Art & Language ( Terry Atkinson and Michael Baldwin), Map to Not Indicate, 1967
Nous pouvons ainsi parler du philosophe Jacques Derrida qui considérait que ce qui est mis en
œuvre dans l'art ne pouvait pas être définissable par des textes. Que toute théorique sur l'art relève
du « logocentrisme », du fait que ces textes se pensent supérieur à l'art et peuvent donc exprimer ce
que le spectateur ne peut comprendre ou même expliquer ce qui ne devrait pas être compris. Il
existerait alors une incompatibilité entre le discours et les arts car ce premier ne peut pas tout
expliquer des œuvres : un aspect sensible lui échappe.
Le texte doit alors se retirer face à l’œuvre, juste répondre à l'art par un geste d'écriture extérieur et
laisser les spectateurs expérience l'art selon leur propre sensibilité. Mais il est tout de même
possible d'utiliser l'art pour ensuite s'en inspirer et créer des textes innovants qui ne paraphrasent
pas les œuvres d'art. Selon Daniel Arasse, l'image excède le texte peut importe les situations car
quelque chose au delà du texte échappe pour décrire une œuvre d'art complètement. Car dans l'art,
l'oeuvre utilise un language qui lui est propre pour exprimer une pensée unique et singulière :
« chaque peinture élabore son propre sens à partir de la mise en œuvre, toujours singulière, de son
matériau iconographique. ». Ainsi il ne devrait pas y avoir besoin de créer du texte sur des œuvres
d'art car « l'interprétation de l’œuvre se fonde sur le déchiffrement […] des structures visuelles
d'élaboration et de transmission du sens ». L'image ne peut être soumise et réduite au discours car
les mots ne sont pas capables de retransmettre son véritable sens. Pour Derida il existe aussi une
temporalité différente entre l'art qu'on expérience dans le présent et le texte qui est dans le passé
(car le texte est écrit sur de l'art au présent mais lors de la lecture ce moment est relégué au passé).

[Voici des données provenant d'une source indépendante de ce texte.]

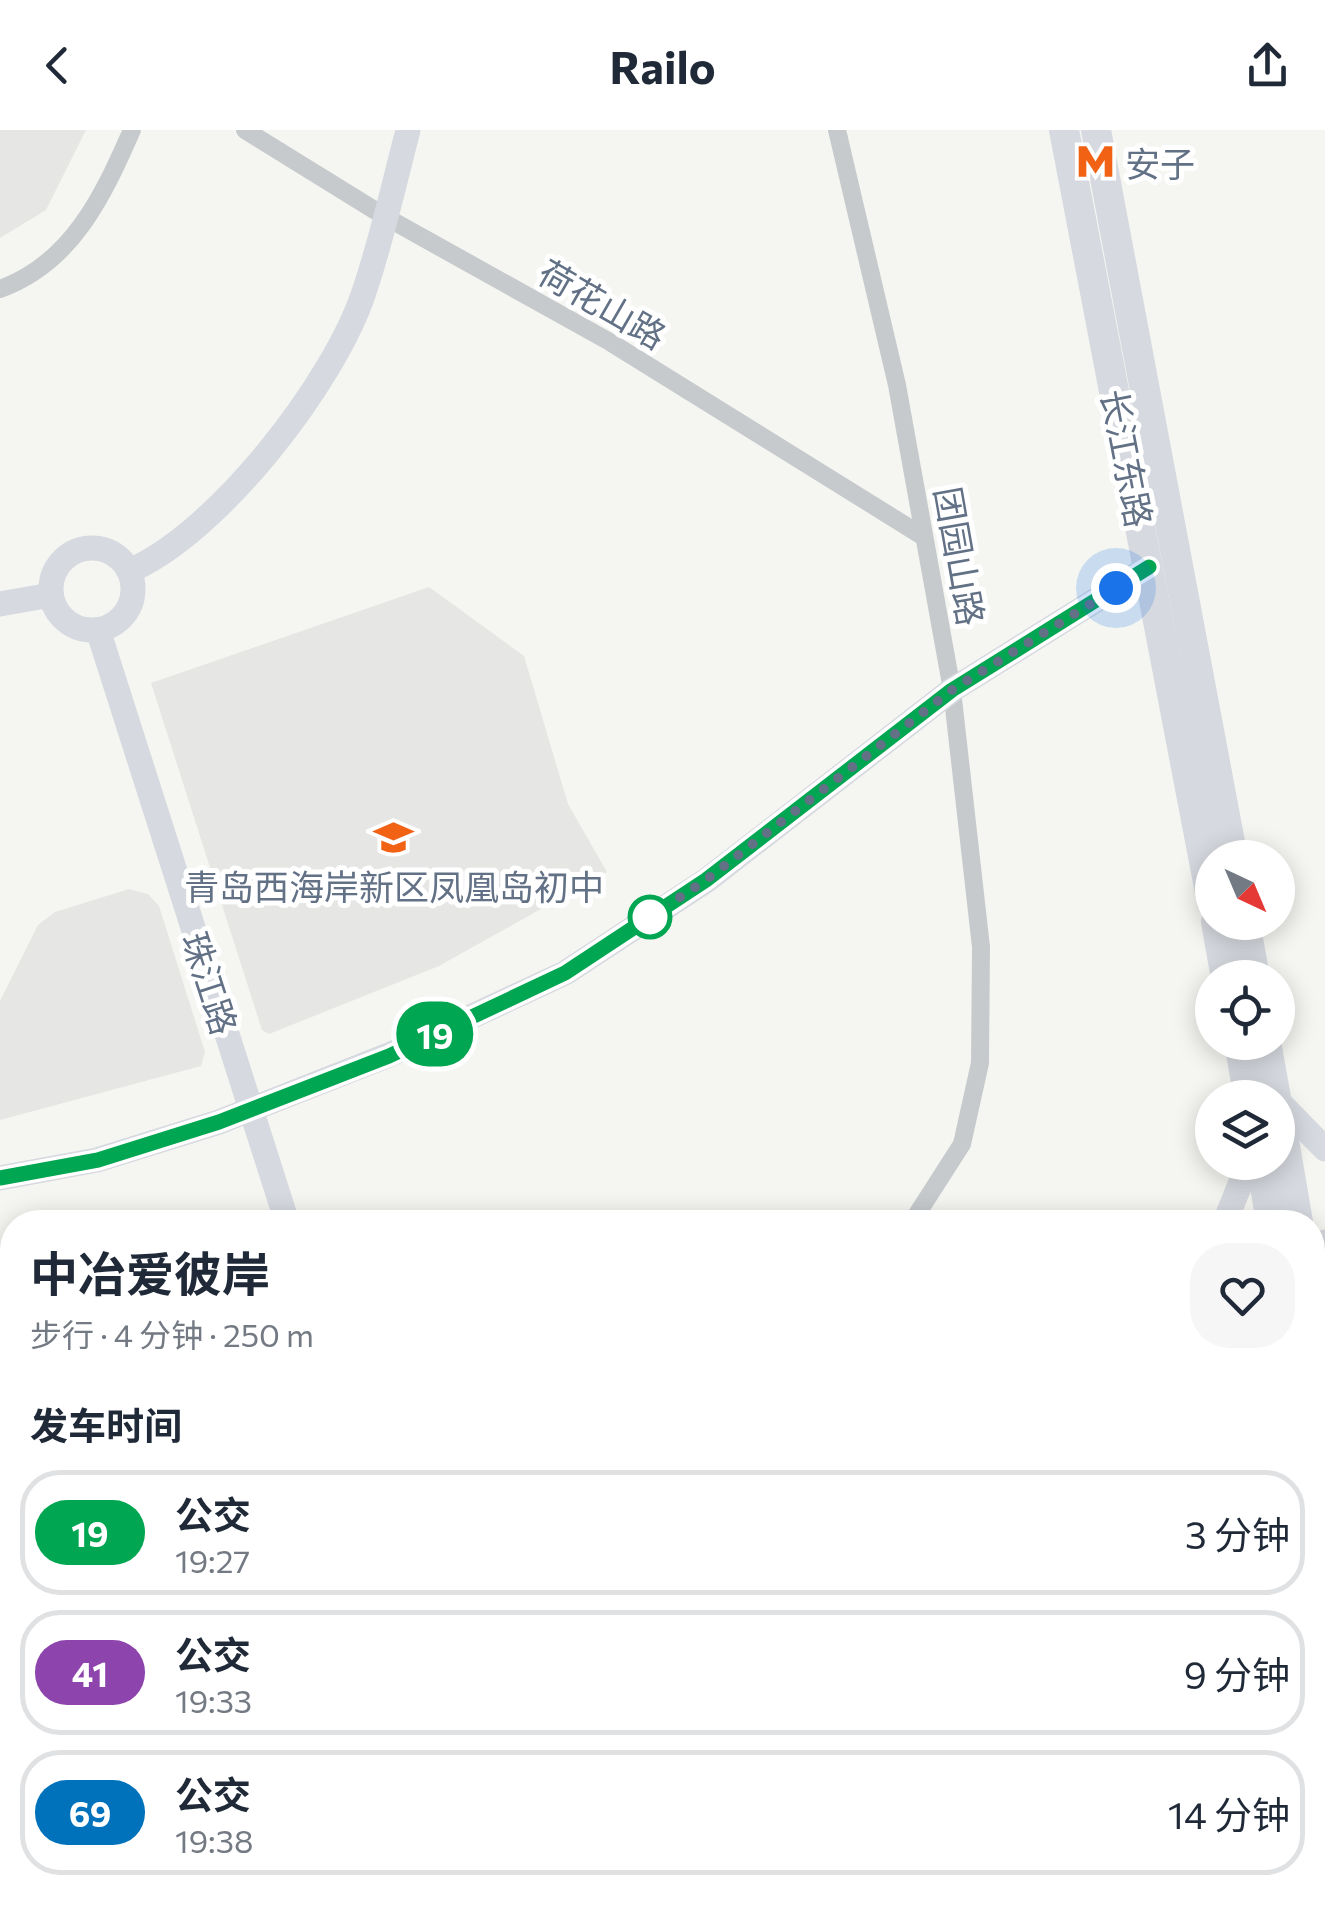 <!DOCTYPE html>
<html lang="zh">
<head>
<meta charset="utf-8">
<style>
  :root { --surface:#fff; --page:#f6f6f7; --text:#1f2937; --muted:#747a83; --line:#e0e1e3 }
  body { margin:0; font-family:Commissioner,"Noto Sans SC",sans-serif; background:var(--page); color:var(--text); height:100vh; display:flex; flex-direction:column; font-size:38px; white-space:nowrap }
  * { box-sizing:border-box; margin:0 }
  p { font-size:32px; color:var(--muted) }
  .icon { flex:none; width:55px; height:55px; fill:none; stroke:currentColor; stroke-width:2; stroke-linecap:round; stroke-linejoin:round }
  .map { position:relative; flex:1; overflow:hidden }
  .sheet { position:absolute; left:0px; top:1080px; width:1325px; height:702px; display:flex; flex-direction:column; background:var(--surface); border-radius:40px 40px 0 0; box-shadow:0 5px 25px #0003 }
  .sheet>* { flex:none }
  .badge { padding:0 20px; border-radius:32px; font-size:35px; line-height:65px }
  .needle { width:65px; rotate:136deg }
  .fabs { position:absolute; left:1195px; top:710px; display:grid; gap:20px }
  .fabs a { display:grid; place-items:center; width:100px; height:100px; border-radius:50%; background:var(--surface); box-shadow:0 5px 25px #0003; font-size:50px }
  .you { position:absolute; width:50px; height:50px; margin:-25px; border:8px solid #fff; border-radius:50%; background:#1a73e8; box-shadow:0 0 0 15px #1a73e833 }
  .map>.badge { position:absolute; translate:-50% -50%; box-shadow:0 0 0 5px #fff }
  h2 { padding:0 30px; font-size:38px; line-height:90px }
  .round { display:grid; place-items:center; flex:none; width:105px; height:105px; border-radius:40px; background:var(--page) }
  .overview { display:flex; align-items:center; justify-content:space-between; height:170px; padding:0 30px }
  h1 { font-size:48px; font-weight:700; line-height:75px }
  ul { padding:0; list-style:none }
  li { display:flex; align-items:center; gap:30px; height:125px; margin:0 20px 15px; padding:0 10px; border:5px solid var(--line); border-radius:40px }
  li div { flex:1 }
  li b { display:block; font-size:38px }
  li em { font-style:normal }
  li .badge { min-width:110px; font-weight:700; text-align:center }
  header { display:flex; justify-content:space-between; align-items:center; height:130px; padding:0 30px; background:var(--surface); font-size:45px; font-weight:700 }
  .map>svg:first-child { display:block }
  .built { fill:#e6e6e5 }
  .park { fill:url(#park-dots) }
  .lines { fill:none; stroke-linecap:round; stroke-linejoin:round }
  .street { stroke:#c7cacd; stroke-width:18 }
  .secondary { stroke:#d6d9df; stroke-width:25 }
  .primary { stroke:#d6d9df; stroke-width:30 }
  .line-casing { stroke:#fff; stroke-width:22 }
  .line { stroke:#00a651; stroke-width:15 }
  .walk { stroke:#627185; stroke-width:10; stroke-dasharray:0 18 }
  .stop-dot { fill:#fff; stroke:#00a651; stroke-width:5 }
  .labels { text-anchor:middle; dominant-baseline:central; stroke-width:10; stroke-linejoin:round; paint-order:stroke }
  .poi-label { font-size:35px; fill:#627185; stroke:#fff; text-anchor:start }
  .street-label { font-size:35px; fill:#627185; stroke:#fff }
</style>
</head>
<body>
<header><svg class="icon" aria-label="back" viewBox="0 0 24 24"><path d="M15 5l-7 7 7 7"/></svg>Railo<svg class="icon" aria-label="share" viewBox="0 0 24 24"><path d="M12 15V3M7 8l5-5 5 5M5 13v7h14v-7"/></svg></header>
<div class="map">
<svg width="1325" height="1782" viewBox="0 0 1325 1782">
  <defs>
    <pattern id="park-dots" width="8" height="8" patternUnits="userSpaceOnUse" patternTransform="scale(2.5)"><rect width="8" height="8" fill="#d5ded2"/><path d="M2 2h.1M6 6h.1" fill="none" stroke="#b0b8b0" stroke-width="1.8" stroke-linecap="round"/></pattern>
  </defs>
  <rect width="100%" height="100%" fill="#f5f6f1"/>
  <g class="built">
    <path d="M0 0H86L46 80 0 108Z"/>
    <path d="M429 457 524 526 568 674 607 742 439 836 269 904 262 900 151 553Z"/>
    <path d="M129 759 148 764 159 776 205 922 201 936 0 990V871L38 795 55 782Z"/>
    <path d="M898 1770H1310L1325 1773V1782H896Z"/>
  </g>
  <path class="park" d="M12 1471V1611L0 1615V1480Z"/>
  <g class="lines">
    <g class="street">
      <path d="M245 0 384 86 610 212 924 407"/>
      <path d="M837 0 897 255 952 560 981 817 980 933 962 1014 912 1092"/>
      <path d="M0 159C72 133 103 66 132 0"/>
      <path d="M0 1467 12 1459"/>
    </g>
    <g class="secondary">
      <circle cx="92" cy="459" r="41"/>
      <path d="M129 441C217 404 334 253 364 162 382 109 394 54 408 0"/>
      <path d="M0 474 51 465"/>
      <path d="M98 500 287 1092"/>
      <path d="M1278 971 1325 1019"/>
      <path d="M0 1048 97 1030 219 992 389 925 565 843 707 750 952 560 1149 437"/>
      <path d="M1225 1092 1249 1032"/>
      <path d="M1312 1119 1325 1112"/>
      <path d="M0 1670 12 1664"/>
      <path d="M0 1696 12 1691"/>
    </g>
    <g class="primary">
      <path d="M1064 0 1212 773"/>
      <path d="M1096 0 1233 728"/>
      <path d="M1216 792 1226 848"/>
      <path d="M1245 792 1255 848"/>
      <path d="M1239 912 1249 968"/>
      <path d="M1266 912 1276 968"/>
      <path d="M1278 975 1298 1092"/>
      <path d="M1261 1032 1271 1092"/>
      <path d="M1312 1167 1325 1231"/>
      <path d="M1312 1303 1325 1368"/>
    </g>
  </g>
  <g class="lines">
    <defs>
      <path id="line" d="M0 1048 98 1030 219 992 389 926 565 843 706 750 952 560 1149 437"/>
    </defs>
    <use href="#line" class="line-casing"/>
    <use href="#line" class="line"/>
    <path class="walk" d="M650 787 706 750 952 560 1116 458"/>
  </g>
  <defs>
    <symbol id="metro-bare" viewBox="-9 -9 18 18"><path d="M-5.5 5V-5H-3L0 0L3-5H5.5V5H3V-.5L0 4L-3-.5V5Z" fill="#f26215" stroke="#fff" stroke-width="2.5" paint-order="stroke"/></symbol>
    <symbol id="school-bare" viewBox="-9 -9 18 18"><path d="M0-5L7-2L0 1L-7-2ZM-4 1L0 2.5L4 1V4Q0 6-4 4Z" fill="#f26215" stroke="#fff" stroke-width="2.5" paint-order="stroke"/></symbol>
  </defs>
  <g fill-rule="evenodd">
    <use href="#metro-bare" x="1068" y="4" width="55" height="55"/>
    <use href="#school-bare" x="366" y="680" width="55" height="55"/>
  </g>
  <circle class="stop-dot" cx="650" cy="787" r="20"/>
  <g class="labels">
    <g class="poi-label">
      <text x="1125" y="32">安子</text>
      <text x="394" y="755" text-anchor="middle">青岛西海岸新区凤凰岛初中</text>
    </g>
    <g class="street-label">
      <text transform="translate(603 173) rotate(30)">荷花山路</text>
      <text transform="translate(1128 328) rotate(79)">长江东路</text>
      <text transform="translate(961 426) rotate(80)">团园山路</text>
      <text transform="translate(211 853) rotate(72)">珠江路</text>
    </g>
  </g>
</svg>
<div class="fabs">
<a><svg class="needle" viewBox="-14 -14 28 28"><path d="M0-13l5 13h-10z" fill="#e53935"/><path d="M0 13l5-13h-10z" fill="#747a83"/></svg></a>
<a><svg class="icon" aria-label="locate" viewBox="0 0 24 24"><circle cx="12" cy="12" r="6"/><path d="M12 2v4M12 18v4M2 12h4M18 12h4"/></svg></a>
<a><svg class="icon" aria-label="layers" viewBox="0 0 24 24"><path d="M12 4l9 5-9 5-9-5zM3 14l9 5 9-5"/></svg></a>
</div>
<div class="you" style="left:1116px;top:458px"></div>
<b class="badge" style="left:435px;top:904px;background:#00a651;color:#fff">19</b>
<section class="sheet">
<div class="overview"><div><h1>中冶爱彼岸</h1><p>步行 · 4 分钟 · 250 m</p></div><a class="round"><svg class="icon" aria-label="heart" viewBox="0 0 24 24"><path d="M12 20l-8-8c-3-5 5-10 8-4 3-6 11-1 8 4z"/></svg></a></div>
<h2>发车时间</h2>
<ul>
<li><span class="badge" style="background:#00a651;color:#fff">19</span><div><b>公交</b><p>19:27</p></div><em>3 分钟</em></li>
<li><span class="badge" style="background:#8e44ad;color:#fff">41</span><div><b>公交</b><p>19:33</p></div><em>9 分钟</em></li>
<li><span class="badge" style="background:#0072bc;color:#fff">69</span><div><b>公交</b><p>19:38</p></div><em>14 分钟</em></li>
</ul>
</section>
</div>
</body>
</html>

Ainsi nous pouvons attester que Loran Hegyi n'a pas tout a fait tord encore aujourd'hui en 2023 :
Dans l'Art Contemporain il existe encore de nombreuses œuvres qui ne peuvent pas être
véritablement expliquées par du texte ou du discours sans perdre une partie d'elles face à l'utilisation
d'un autre langage que celui picturale. Les textes théoriques et critiques d’œuvres d'art ne peuvent
se substituer aux œuvres elles-même. Cependant, le discours peut tout de même rester intéressant
dans le domaine artistique : de nombreux artistes utilisent le discours dans leurs œuvres au lieu que
ce soit le discours qui utilise l'art comme sujet (Baquiè, Smithson, Sol Lewit...).